So it seems like my journey to going ‘natural’ came to a silent hiatus. A part of me feels like I sold out to Team Natural, TeamRealHair, and TeamShorthairdontcare. The natural movement is a growing community that I discovered knowledge and pride in Black Hair textures, something that was missing in my life. So that’s why I find it terribly awkward inside that I have returned to the weave. I thought to myself..this must be how a vegetarian feels when eating meat for the first time in a while. Weave used to be a staple in my hair style diet, and yet returning to it feels different.
I’m not sure, but in my quest I might have thrown the baby out with the bath water. It all started with a few YouTube videos here and there. Then it was people I knew around me sporting hair dos with natural hair texture accompanied with a glow of liberation. Maybe there was too much weave and bone straight hair in the atmosphere and a lot of people were just tired of it (including partners who didn’t want to risk their hands getting stuck in a track, or that awkward pat when you really need a ballpoint pen to get in there and scratch).
All the drama of having weave came from what I thought was because it was not mine. There is a shame I believe that has always been out there and still is present in adorning oneself (although society promotes the idea that you are not ever enough and need more). I think the criticism of bad weaves, and clips in addition to the introduction of an economic downturn, left people with less money to spend on adorning themselves. This I believe assisted the growth of the all-natural hair texture movement.
In my case, my tight budget meant I could no longer go bi-weekly or monthly to get my roots relaxed or for a new hairstyle or hair treatment. It all had to be DIY. Going natural meant I wouldn’t deal with failed attempts at twisting, braiding, and relaxing. In addition, as I had just moved my friends with talent for hair would not be around to hook a sister up with braids as we chatted away over good wine and cheesy TV. Natural seemed the solution as most hair ingredients could be found in your kitchen!
The whole journey was a big learning process. From having to assess the ingredients in the hair products I use (as the advertising can be a bit misleading) to understanding how your hair is alive just as much as your other body parts (and therefore appreciates nourishment).
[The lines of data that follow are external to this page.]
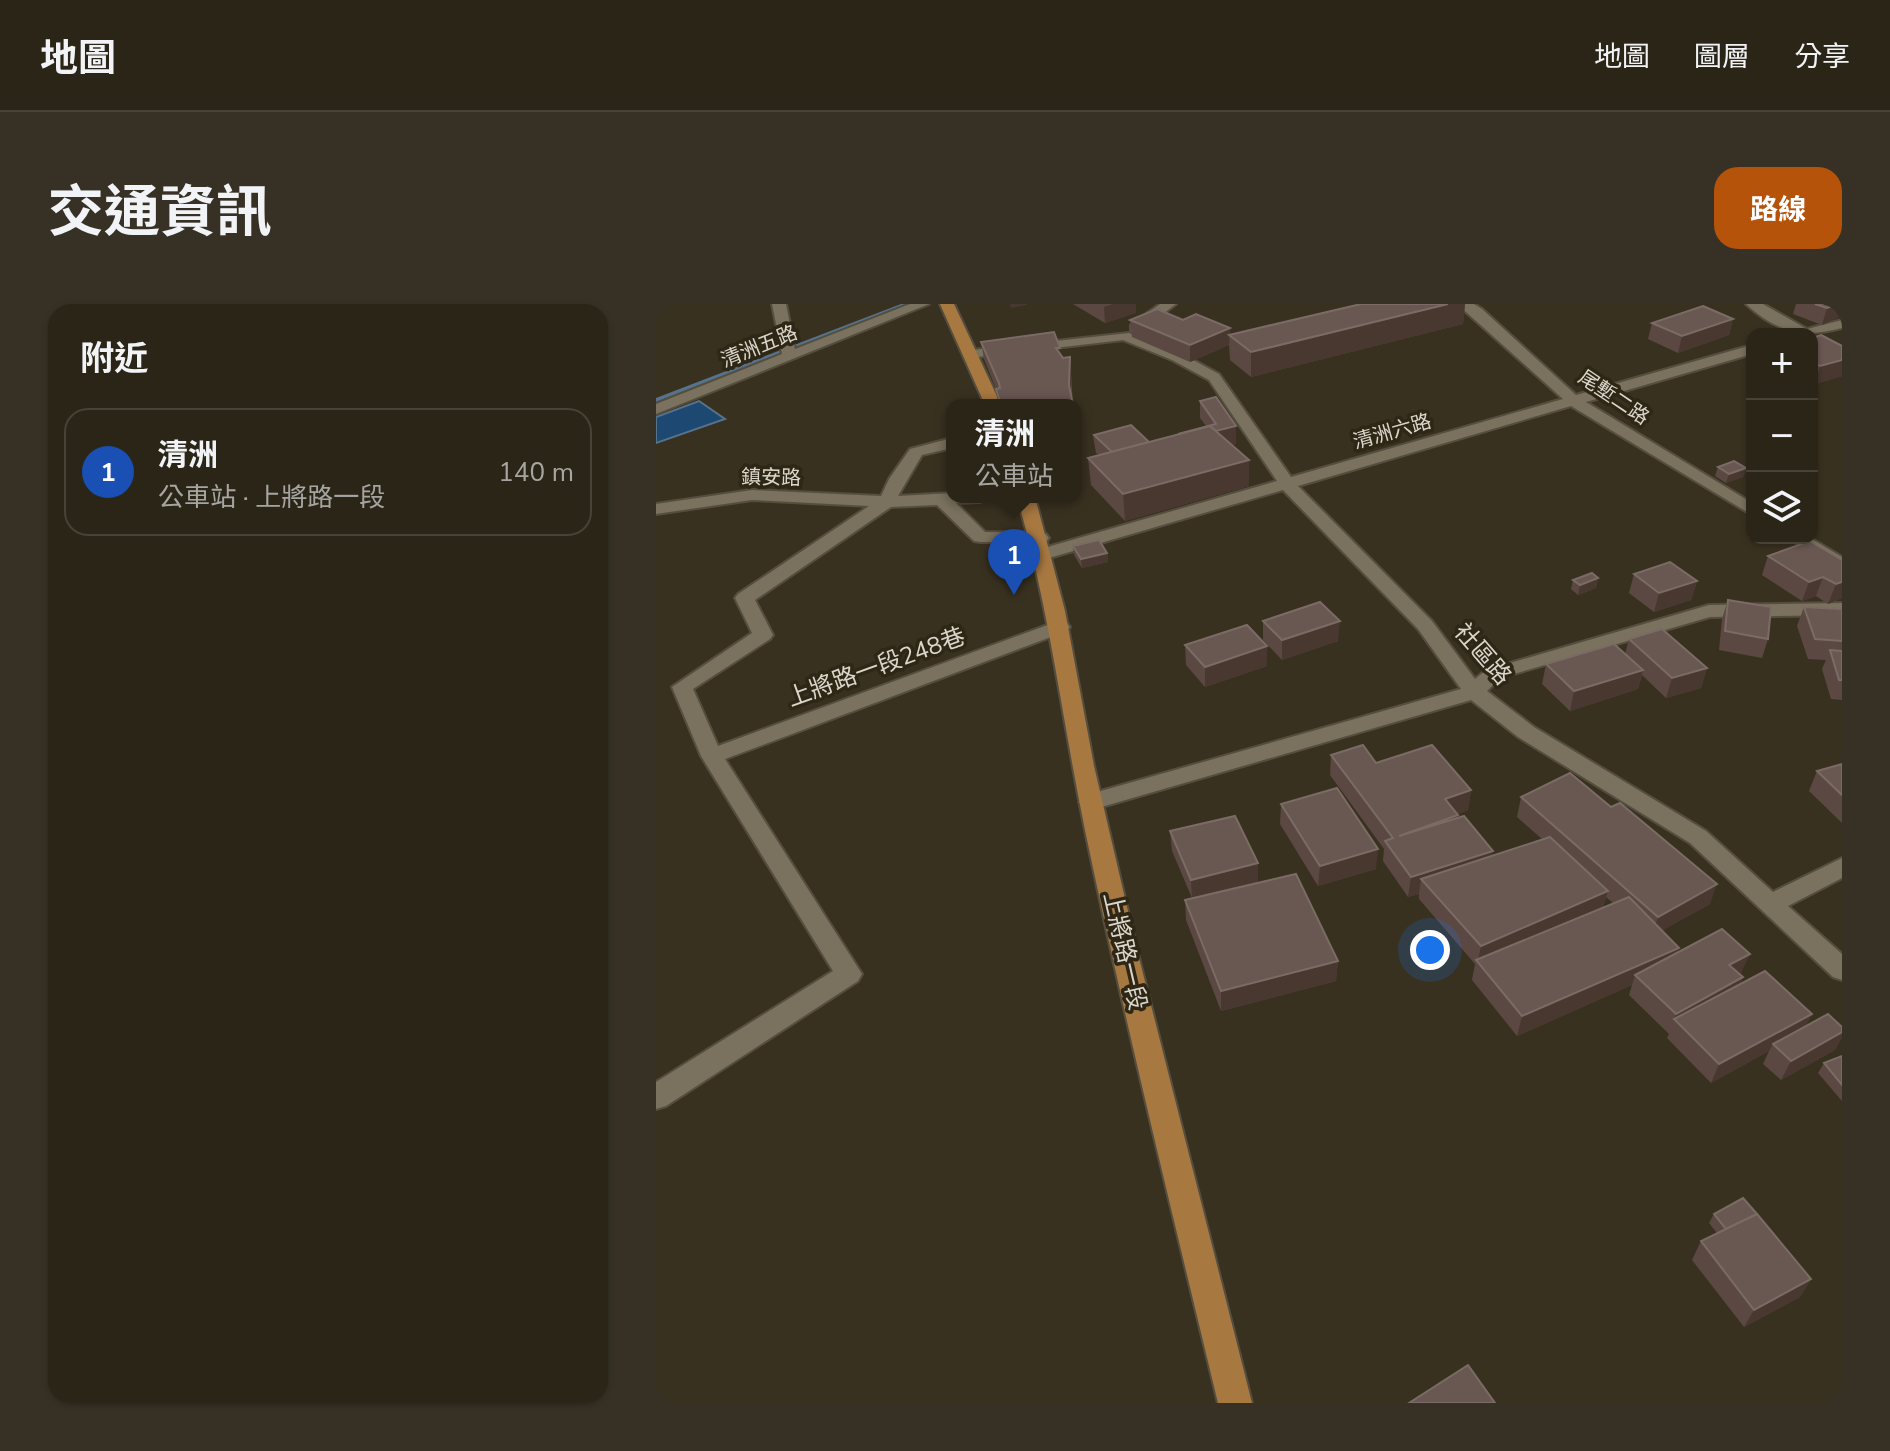 <!DOCTYPE html>
<html lang="zh-TW">
<head>
<meta charset="utf-8">
<style>
	:root { --surface:#2b2518; --page:#373125; --text:#f1f3f6; --muted:#a6a5a2; --line:#474237; --accent:#b45309 }
	body { margin:0; font-family:"Nunito Sans","Noto Sans TC",sans-serif; background:var(--page); color:var(--text) }
	.controls { position:absolute; right:24px; top:24px; display:grid; overflow:hidden; border-radius:16px; box-shadow:0 2px 6px #0004 }
	.controls button { width:72px; height:72px; display:grid; place-items:center; padding:0; border:0; border-bottom:2px solid var(--line); background:var(--surface); color:var(--text); font:40px sans-serif }
	.you { position:absolute; left:774px; top:646px; width:28px; height:28px; margin:-20px; border:6px solid #fff; border-radius:50%; background:#1a73e8; box-shadow:0 0 0 12px #1a73e833 }
	.badge { display:grid; place-items:center; width:52px; height:52px; border-radius:50%; background:var(--accent); color:#fff; font-size:26px; font-weight:700 }
	.pin { position:absolute; translate:-50% -66px; filter:drop-shadow(0 2px 4px #0008) }
	.pin::after { content:''; position:absolute; top:42px; width:28px; height:24px; background:inherit; clip-path:polygon(0 0,100% 0,50% 100%) }
	.popup { position:absolute; left:290px; top:95px; width:136px; height:104px; box-sizing:border-box; display:grid; place-content:center; border-radius:16px; background:var(--surface); filter:drop-shadow(0 2px 6px #0005); font-size:26px; white-space:nowrap; color:var(--muted) }
	.popup b { font-size:30px; color:var(--text) }
	.popup::after { content:''; position:absolute; left:50%; top:100%; margin-left:-16px; border:16px solid transparent; border-top-color:var(--surface) }
	.list { margin:0; padding:0; list-style:none }
	h2 { display:flex; justify-content:space-between; align-items:center; height:104px; margin:0; padding:0 32px; font-size:34px }
	h2 small { font-size:26px; font-weight:400; color:var(--muted) }
	.list li { display:grid; grid-template-columns:52px 1fr auto; gap:24px; align-items:center; box-sizing:border-box; height:128px; margin:0 16px 16px; padding:0 16px; border:2px solid var(--line); border-radius:24px }
	.list b { display:block; font-size:30px; white-space:nowrap }
	.list p { margin:0; font-size:26px; white-space:nowrap; color:var(--muted) }
	.list em { font-size:26px; font-style:normal; color:var(--muted) }
	.icon { flex:none; width:44px; height:44px; fill:none; stroke:currentColor; stroke-width:2; stroke-linecap:round; stroke-linejoin:round }
	.map { position:relative; flex:none; width:1186px; height:1099px; overflow:hidden; border-radius:24px }
	header { display:flex; align-items:center; gap:48px; box-sizing:border-box; height:112px; padding:0 40px; background:var(--surface); border-bottom:2px solid var(--line) }
	header strong { font-size:38px }
	nav { display:flex; gap:44px; margin-inline-start:auto; font-size:28px }
	.intro { display:flex; align-items:center; justify-content:space-between; box-sizing:border-box; height:192px; padding:0 48px }
	h1 { margin:0; font-size:56px }
	.button { padding:20px 36px; border-radius:24px; background:var(--accent); color:#fff; font-size:28px; font-weight:700 }
	main { display:flex; gap:48px; padding:0 48px }
	aside { flex:1; background:var(--surface); border-radius:24px; box-shadow:0 2px 6px #0004 }
	.map>svg:first-child { display:block }
	.water { fill:#1c4871; stroke:#55738c; stroke-width:2 }
	.lines { fill:none; stroke-linecap:round; stroke-linejoin:round }
	.stream { fill:#55738c; fill-rule:evenodd }
	.minor-casing { stroke:#554e3f; stroke-width:4 }
	.major-casing { stroke:#554e3f; stroke-width:4 }
	.minor { fill:#7a715e; fill-rule:evenodd }
	.major { fill:#a87841; fill-rule:evenodd }
	.wall { fill:#5c4843; fill-rule:evenodd }
	.shaded-wall { fill:#48382f }
	.building { fill:#695752; stroke:#7b6b65; stroke-width:2 }
	.labels { text-anchor:middle; stroke-width:7; stroke-linejoin:round; paint-order:stroke }
	.far-street-label { font-size:20px; fill:#dbd6cb; stroke:#2f2716 }
	.street-label { font-size:24px; fill:#dbd6cb; stroke:#2f2716 }
</style>
</head>
<body>
<header>
<strong>地圖</strong>
<nav><a>地圖</a><a>圖層</a><a>分享</a></nav>
</header>
<div class="intro"><h1>交通資訊</h1><a class="button">路線</a></div>
<main>
<aside>
<h2>附近<small></small></h2>
<ul class="list">
<li><span class="badge" style="background:#1a4fb4">1</span><div><b>清洲</b><p>公車站 · 上將路一段</p></div><em>140 m</em></li>
</ul>
</aside>
<div class="map">
<svg width="1186" height="1099" viewBox="0 0 1186 1099">
	<rect width="100%" height="100%" fill="#393120"/>
	<polygon class="water" points="43,97 69,115 0,139 0,113"/>
	<g class="lines">
		<polygon class="stream" points="245,0 253,0 0,98 0,94"/>
		<g class="minor-casing">
			<g id="minor">
				<polygon points="116,0 130,0 139,45 254,0 273,0 0,110 0,100 126,50"/>
				<polygon points="504,0 520,0 485,27 475,27 475,21"/>
				<polygon points="801,0 818,0 826,5 920,91 1096,41 1096,50 930,98 1096,199 1096,211 915,102 642,182 776,317 819,375 830,366 1053,301 1186,299 1186,311 1054,313 844,374 831,387 878,423 1050,527 1117,588 1186,554 1186,574 1132,602 1186,650 1186,676 1177,673 1034,539 862,433 815,396 435,506 427,504 423,498 427,492 805,385 762,325 627,186 393,254 381,254 378,250 381,246 621,177 553,76 516,56 467,36 313,54 308,53 308,47 473,29 526,50 563,70 635,173 907,95"/>
				<path d="M1090,0H1107L1151,25L1186,16V24C1148,34 1121,29 1090,0Z"/>
				<polygon points="296,134 296,144 266,151 242,192 296,189 296,193 333,193 324,198 300,199 329,228 384,229 390,230 393,234 390,238 324,238 318,237 281,201 235,203 99,296 117,331 114,335 37,385 62,442 397,319 411,319 414,323 411,327 69,455 206,670 202,677 10,802 0,805 0,778 177,667 45,452 16,383 96,329 79,294 82,290 213,202 96,196 0,210 0,200 96,186 225,192 233,175 254,145"/>
				<polygon points="1132,234 1154,234 1186,253 1186,267"/>
			</g>
		</g>
		<g class="major-casing">
			<g id="major">
				<polygon points="284,0 298,0 345,101 329,101"/>
				<path d="M361,193H379L409,307L438,462L482,650L596,1099H562C516,908 469,718 429,526C406,415 393,302 361,193Z"/>
			</g>
		</g>
		<use href="#minor" class="minor"/>
		<use href="#major" class="major"/>
	</g>
	<g class="wall">
		<polygon points="417,0 480,0 480,9 449,19"/>
		<polygon points="705,0 809,0 807,20 595,73 574,56 573,41 534,58 476,33 474,16 527,16 574,24 574,31"/>
		<polygon points="1140,0 1186,0 1166,21 1137,10"/>
		<polygon points="1077,15 1073,31 1022,49 992,35 996,19"/>
		<polygon points="1156,34 1186,42 1186,72 1159,80 1156,78"/>
		<polygon points="325,38 405,52 407,54 414,53 417,101 342,101 340,85 328,55"/>
		<polygon points="544,97 580,122 580,140 576,141 593,182 469,217 435,181 432,154 443,151 440,149 437,132 493,138 550,122 544,114"/>
		<polygon points="1062,163 1090,164 1087,173 1070,179 1059,172"/>
		<polygon points="1095,223 1096,223 1096,234 1116,235 1104,240 1092,233"/>
		<polygon points="417,242 451,249 452,258 426,264 418,251"/>
		<polygon points="1112,252 1186,256 1186,294 1172,300 1160,292 1146,297 1106,271"/>
		<polygon points="978,270 1041,277 1035,296 998,308 973,289"/>
		<polygon points="942,274 940,284 922,291 915,285 917,276"/>
		<polygon points="1072,296 1112,335 1106,354 1063,346 1066,315"/>
		<polygon points="1148,303 1186,305 1186,396 1175,395 1166,365 1170,356 1152,355 1141,322"/>
		<polygon points="607,317 682,337 626,356 607,336"/>
		<polygon points="973,335 1051,364 1045,384 1010,394 986,371 982,385 914,407 886,380 890,360 969,350"/>
		<polygon points="529,341 611,342 611,362 549,383 530,361"/>
		<path d="M675,451L720,459L815,486L812,506L802,510V514L836,552L886,535L861,513L865,493L1054,600L1005,627L1023,644L1021,649L1085,669L1084,670L1087,673L1084,680L1149,722L1186,723V733L1179,746L1125,776L1107,760L1113,747L1055,779L1011,734L1013,730L973,691L976,681L861,732L816,676L819,660L763,595V590L752,593L727,557L728,545L674,471ZM950,593L957,599L947,604Z"/>
		<polygon points="1186,460 1186,519 1153,487 1161,467"/>
		<polygon points="625,500 720,565 662,582 624,520"/>
		<polygon points="514,527 602,579 682,657 680,677 565,707 530,616 529,596 536,594 516,547"/>
		<polygon points="1186,752 1186,797 1162,769 1168,759"/>
		<polygon points="1058,910 1155,975 1144,993 1088,1023 1036,956 1045,937 1061,929 1053,919"/>
	</g>
	<g class="shaded-wall">
		<polygon points="354,0 371,0 371,1 355,4"/>
		<polygon points="457,0 480,0 480,9 449,19 448,3"/>
		<polygon points="792,0 809,0 807,20 595,73 595,48"/>
		<polygon points="1181,0 1186,0 1186,12 1166,21 1171,4"/>
		<polygon points="1077,15 1073,31 1022,49 1026,32"/>
		<polygon points="574,24 573,41 534,58 534,41"/>
		<polygon points="414,53 415,71 415,98 413,81"/>
		<polygon points="1186,56 1186,72 1159,80 1164,62"/>
		<polygon points="580,122 580,140 530,154 529,136"/>
		<polygon points="593,156 593,182 469,217 467,190"/>
		<polygon points="1090,164 1087,173 1070,179 1073,170"/>
		<polygon points="1106,234 1117,234 1104,240"/>
		<polygon points="451,249 452,258 426,264 425,255"/>
		<polygon points="1167,273 1160,292 1146,297 1153,278"/>
		<polygon points="942,274 940,284 922,291 924,281"/>
		<polygon points="1041,277 1035,296 998,308 1003,289"/>
		<polygon points="1186,278 1186,294 1172,300 1180,280"/>
		<polygon points="684,317 682,337 626,356 626,336"/>
		<polygon points="611,342 611,362 549,383 549,363"/>
		<polygon points="1051,364 1045,384 1010,394 1016,374"/>
		<polygon points="987,366 982,385 914,407 918,387"/>
		<polygon points="815,486 812,506 786,515 789,495"/>
		<polygon points="802,511 799,531 743,532"/>
		<polygon points="722,545 720,565 662,582 664,562"/>
		<polygon points="837,547 833,567 765,575 763,590 752,593 755,573"/>
		<polygon points="602,559 602,579 536,596 535,576"/>
		<polygon points="1061,580 1054,600 995,633 1002,613"/>
		<polygon points="952,587 946,607 822,657 825,642"/>
		<polygon points="1023,644 1015,664 979,671 976,681 861,732 866,712"/>
		<polygon points="1094,650 1085,669 1065,681 1073,661"/>
		<polygon points="682,657 680,677 565,707 565,687"/>
		<polygon points="1087,673 1078,693 1018,715 1012,730 1020,710"/>
		<polygon points="1156,710 1146,730 1117,740 1113,747 1055,779 1063,760"/>
		<polygon points="1186,728 1186,733 1179,746 1125,776 1135,757"/>
		<polygon points="1155,975 1144,993 1088,1023 1098,1006"/>
	</g>
	<g class="building">
		<polygon points="705,0 792,0 595,48 573,31"/>
		<polygon points="1159,0 1181,0 1171,4"/>
		<polygon points="1047,2 1077,15 1026,32 996,19"/>
		<polygon points="501,5 527,16 540,10 574,24 534,41 474,16"/>
		<polygon points="398,28 404,44 400,44 407,54 414,53 413,81 417,101 345,101 340,85 344,84 343,79 325,38"/>
		<polygon points="1165,31 1186,42 1186,56 1164,62 1156,58 1156,34"/>
		<polygon points="560,93 580,122 560,127 554,122 523,130 522,130 560,120 544,97"/>
		<polygon points="475,121 493,138 456,148 438,131"/>
		<polygon points="554,122 593,156 467,190 432,154"/>
		<polygon points="1078,157 1090,164 1073,170 1062,163"/>
		<polygon points="443,236 451,249 425,255 417,242"/>
		<polygon points="1154,237 1186,256 1186,278 1180,280 1167,273 1153,278 1112,252"/>
		<polygon points="1014,258 1041,277 1003,289 978,270"/>
		<polygon points="936,269 942,274 924,281 917,276"/>
		<polygon points="1072,296 1115,303 1112,335 1069,327"/>
		<polygon points="664,298 684,317 626,336 607,317"/>
		<polygon points="1148,303 1186,305 1186,337 1159,335"/>
		<polygon points="591,321 611,342 549,363 529,341"/>
		<polygon points="1006,325 1051,364 1016,374 973,335"/>
		<polygon points="958,340 987,366 918,387 890,360"/>
		<polygon points="1174,346 1186,347 1186,376 1183,376"/>
		<polygon points="707,441 720,459 776,441 815,486 789,495 802,511 743,532 808,512 837,547 755,573 729,537 737,534 675,451"/>
		<polygon points="1186,460 1186,491 1161,467"/>
		<polygon points="914,469 955,503 964,499 1061,580 1002,613 865,493"/>
		<polygon points="681,484 722,545 664,562 625,500"/>
		<polygon points="579,512 602,559 535,576 514,527"/>
		<polygon points="894,533 952,587 825,642 765,575"/>
		<polygon points="640,570 682,657 565,687 529,596"/>
		<polygon points="973,593 1023,644 866,712 820,656"/>
		<polygon points="1066,625 1094,650 1073,661 1087,673 1020,710 979,671"/>
		<polygon points="1109,667 1156,710 1063,760 1018,715"/>
		<polygon points="1172,710 1186,723 1186,728 1135,757 1117,740"/>
		<polygon points="1186,752 1186,781 1168,759"/>
		<polygon points="1087,894 1101,910 1070,925 1058,910"/>
		<polygon points="1101,910 1155,975 1098,1006 1045,937"/>
		<polygon points="812,1061 839,1099 753,1099"/>
	</g>
	<g class="labels">
		<g class="far-street-label">
			<text transform="translate(103 42) rotate(-22)" y="7">清洲五路</text>
			<text transform="translate(958 93) rotate(34)" y="7">尾塹二路</text>
			<text transform="translate(736 127) rotate(-16)" y="7">清洲六路</text>
			<text transform="translate(115 173) rotate(1)" y="7">鎮安路</text>
		</g>
		<g class="street-label">
			<text transform="translate(827 350) rotate(49)" y="8">社區路</text>
			<text transform="translate(220 363) rotate(-20)" y="8">上將路一段248巷</text>
			<text transform="translate(469 647) rotate(77)" y="8">上將路一段</text>
		</g>
	</g>
</svg>
<div class="controls">
<button>+</button>
<button>−</button>
<button><svg class="icon" aria-label="layers" viewBox="0 0 24 24"><path d="M12 4l9 5-9 5-9-5zM3 14l9 5 9-5"/></svg></button>
</div>
<div class="you"></div>
<div class="pin badge" style="left:358px;top:291px;background:#1a4fb4">1</div>
<div class="popup"><b>清洲</b>公車站</div>
</div>
</main>
</body>
</html>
I have made friends over exchanging hair advice in person, which has lead me to be more open with sharing compliments.
On the journey, I was confronted with all the different types of curls there are and how many shared their struggles with not getting a particular curl. For me, this experience highlighted my unknown prejudice against 4C and how in my mind as someone I believe is open to all definitions of beauty…I really wasn’t. I started to notice my mood and self-esteem change as I struggled to do something ‘nice’ with my natural hair texture. What was my definition of ‘nice’, and that’s when I really figured I had to fight my thoughts and change what I felt about my hair.
It was combat! From learning not to rely on others compliments…. (Usually all my hairstyles get a compliment…from braids to cornrows to clip-ons), and understanding that when I did, I questioned what exactly the person liked about it and was it genuine. I mean ‘Do you think my hair is so nice you would go buy packs of it if you could…or as in its different and making you feel uncomfortable and you want to be politically correct ….or is it a fascination with novelty….
I decided that I was asking the wrong questions in my head about the intentions of others comments on my hair. I had to ask myself it I genuinely like my natural hair texture, was this just the next in thing to do with my hair, and did I understand how deep the politics of hair was beyond my cute tight fluffy locks.
I started thinking about all hair, hair on my armpits, and textured hair on men, hair that was covered in a cloth for traditional or religious reasons. I found out I would have to do more research to figure out how I felt about all of those topics. However, with so much social networking, it was great to find the support in discovering my natural texture, and support for those that choose to wear weave. I would like to believe it helped me love my natural hair and therefore self deeper. However, surprisingly it has also made me feel confident (with the background knowledge of the popular western standard of beauty) that as an individual I enjoy fashions, all different types and if I want to wear a weave then I should. This I believe extends to males, in the sense that all beauty is constructed and males also have the right to escape the shackles of having short hair and can too enjoy afro or European textured weaves.
Whatever floats your boat is what one should do, as long as to one’s knowledge no one is hurt in the process. So naturally I enjoy weaving my hair and having a whole lot of range of options and I don’t think I’m the only one. For now, I’m team Weave for everyone that wants one and team no judging
Growing my hair without relaxing, has given me an image of what my ancestors hair was like, and also taught be to appreciate how beautifully different I am to everyone and how I like changing hairstyles. I will continue to do what I have found comes naturally which is changing up my hairstyles A LOT. With that, I decided for now I miss having length, I miss changing my hair all the time, and that I would still continue to follow and support Team Natural.
I guess I made it out bigger than it had to be…but then again it only seems like it wasn’t a big deal now that I’m at a current peace with it.